De fato, se a temperatura da fornalha baixasse, Liu Zongmin se recusava a continuar o serviço.
Forjar esse tipo de ferro não impressionava Yun Zhao. Chegava até a desprezar, pois há muito tempo participara do fechamento de fábricas poluentes — empresas com produção anual de cem mil toneladas eram sumariamente encerradas por poluírem demais e produzirem pouco!
Agora, Yun Zhao apenas desejava que tal fábrica ressuscitasse na Dinastia Ming...
Fu Bo passou a manhã sentado num velho toco de salgueiro, apreciando Liu Zongmin trabalhar o ferro, com um sorriso afável, parecendo admirar o esforço do forjador.
Yun Zhao ficou desapontado... Fu Bo não saltou repentinamente para decapitar Liu Zongmin, tampouco Liu Zongmin se revelou um demônio capaz de esmagar Fu Bo com as mãos. Na verdade, pareciam até compartilhar uma empatia silenciosa.
Quando o sol inclinou para o oeste, Yun Zhao, sem ter presenciado o que desejava, viu Chun Chun acenando ao longe e levantou-se do banco para ir jantar em casa.
Na Dinastia Ming, as pessoas eram muito disciplinadas: durante o plantio, faziam quatro refeições diárias; ao fim da colheita, apenas duas...

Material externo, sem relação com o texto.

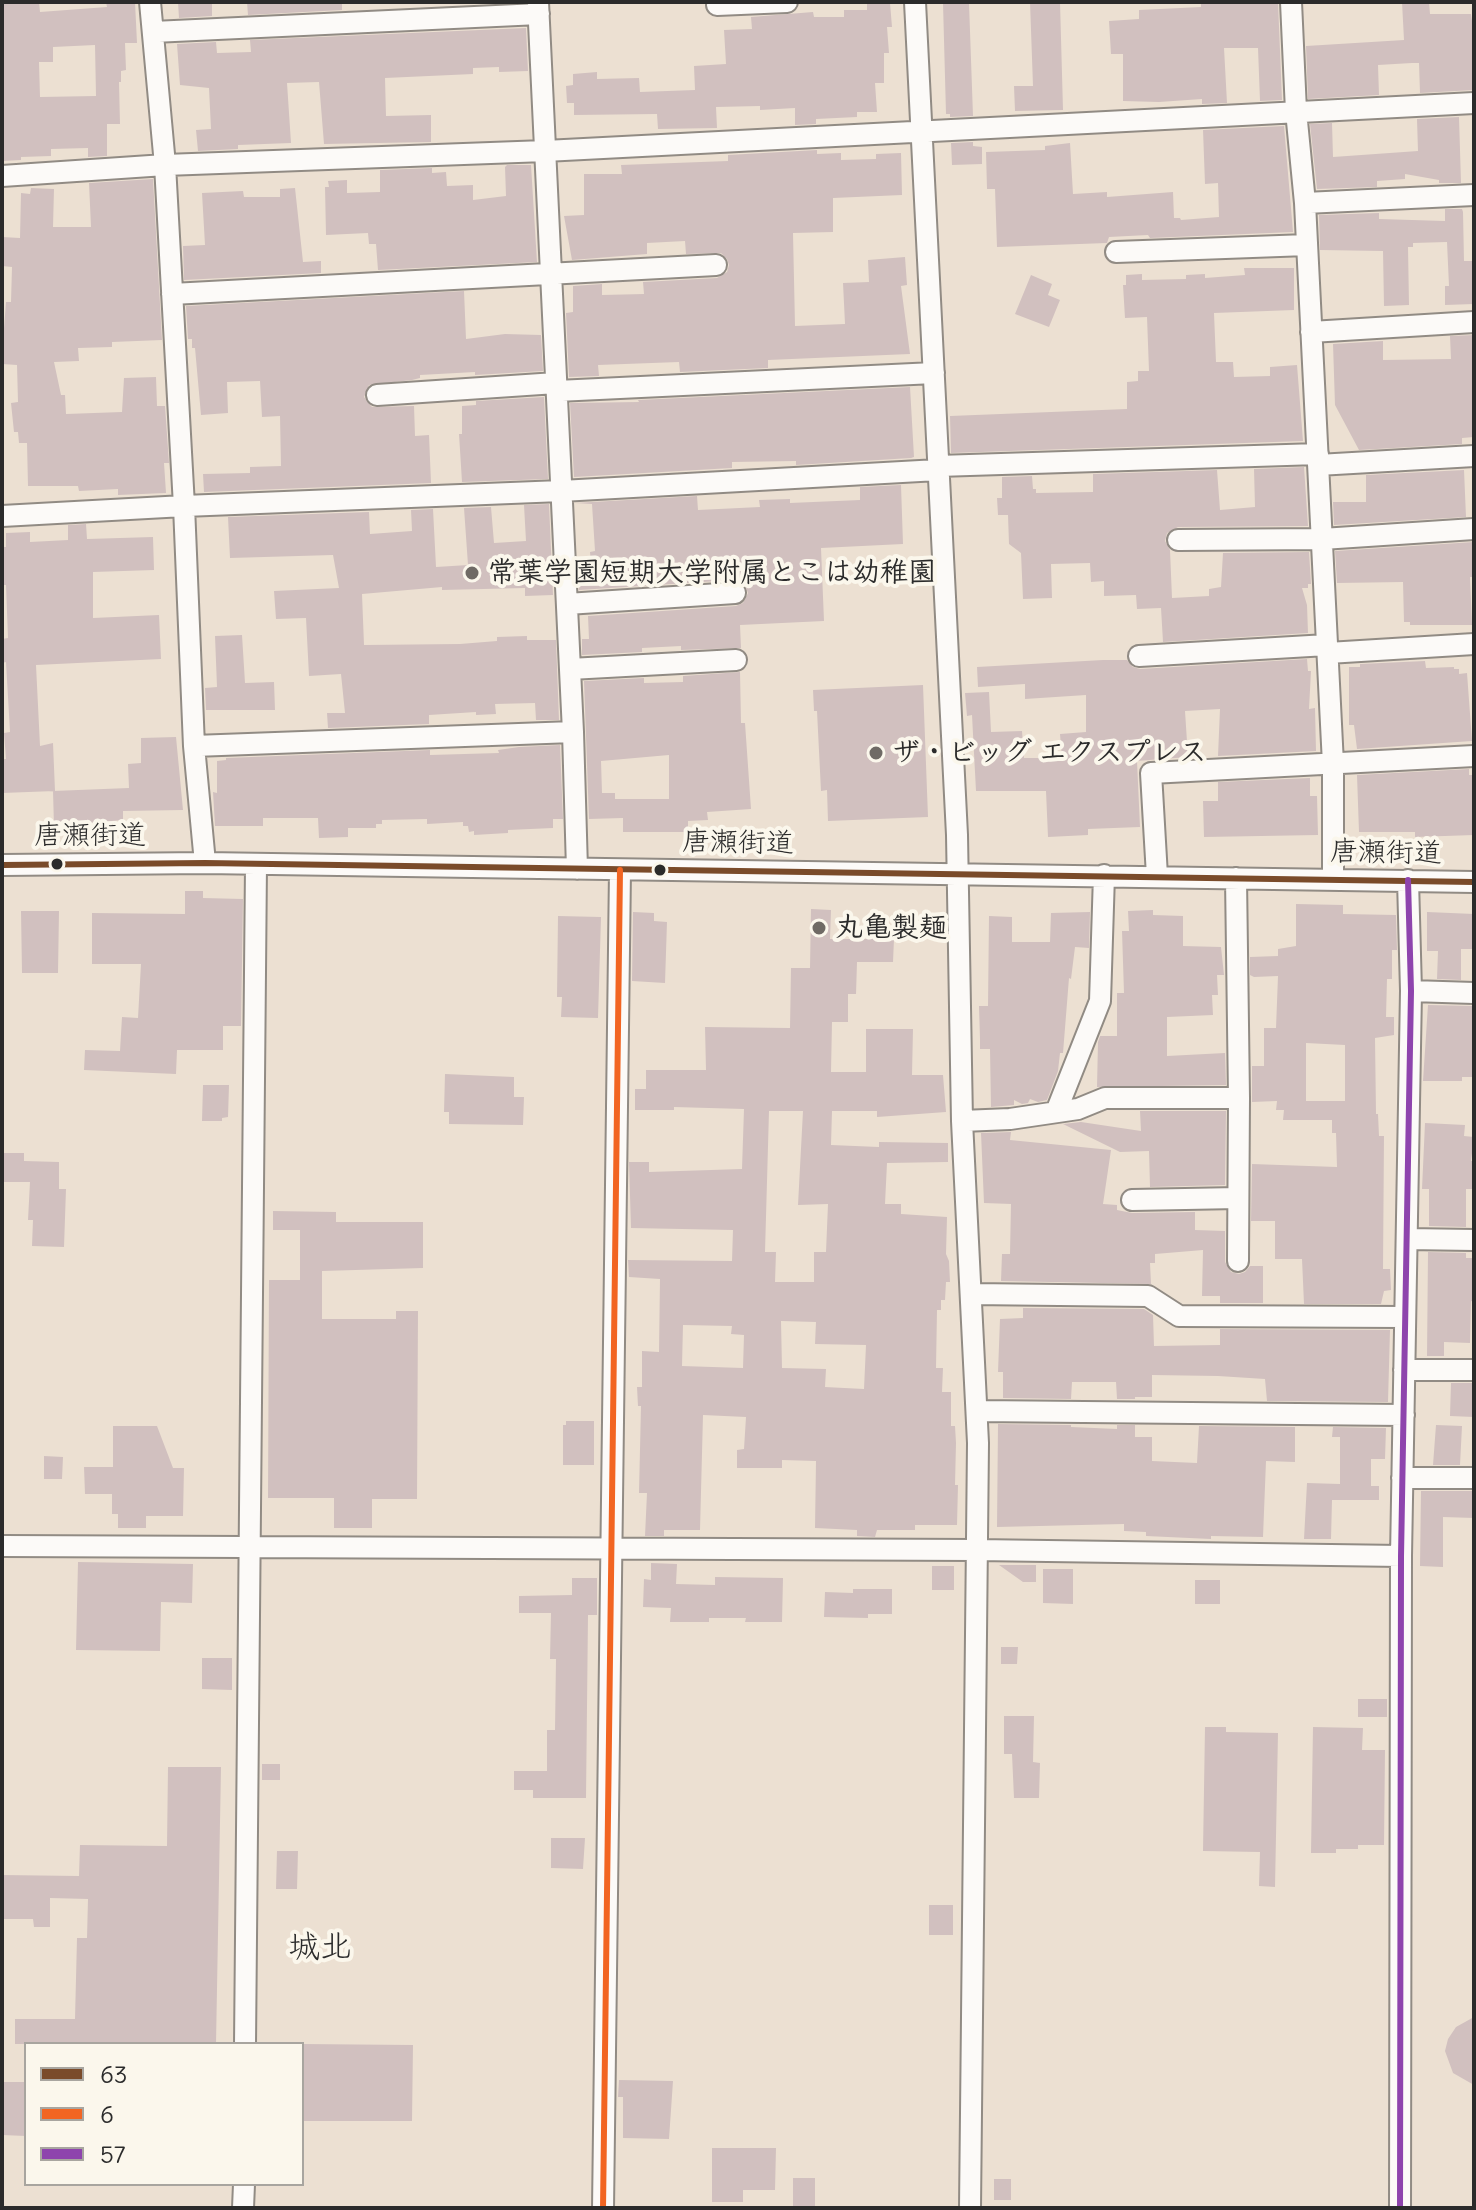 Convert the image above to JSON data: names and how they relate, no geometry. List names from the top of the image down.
{
  "streets": {
    "street": ["唐瀬街道"]
  },
  "districts": ["城北"],
  "places": ["常葉学園短期大学附属とこは幼稚園", "ザ・ビッグ エクスプレス", "丸亀製麺"],
  "lines": ["transit line 63", "transit line 6", "transit line 57"],
  "legend": ["63", "6", "57"]
}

Faz sentido, pois nos dias de crescimento do arroz, o tempo é de penúria para os camponeses, e o risco de faltar alimento paira constantemente.
O criado alto bateu a cabeça na ombreira baixa da cozinha, mas sequer reclamou da dor, apenas segurou o prato com mais firmeza. O outro, baixo e gordo, sentado no batente, segurava uma tigela de mingau espesso e, distraído com as formas da cozinheira, esquecia de comer.
Vovó Qin...
Deixe pra lá. Yun Zhao já estava pronto para desistir de procurar algum mestre marcial lendário em sua própria casa. Se os verdadeiros assassinos fossem como esses, seria mesmo um desperdício.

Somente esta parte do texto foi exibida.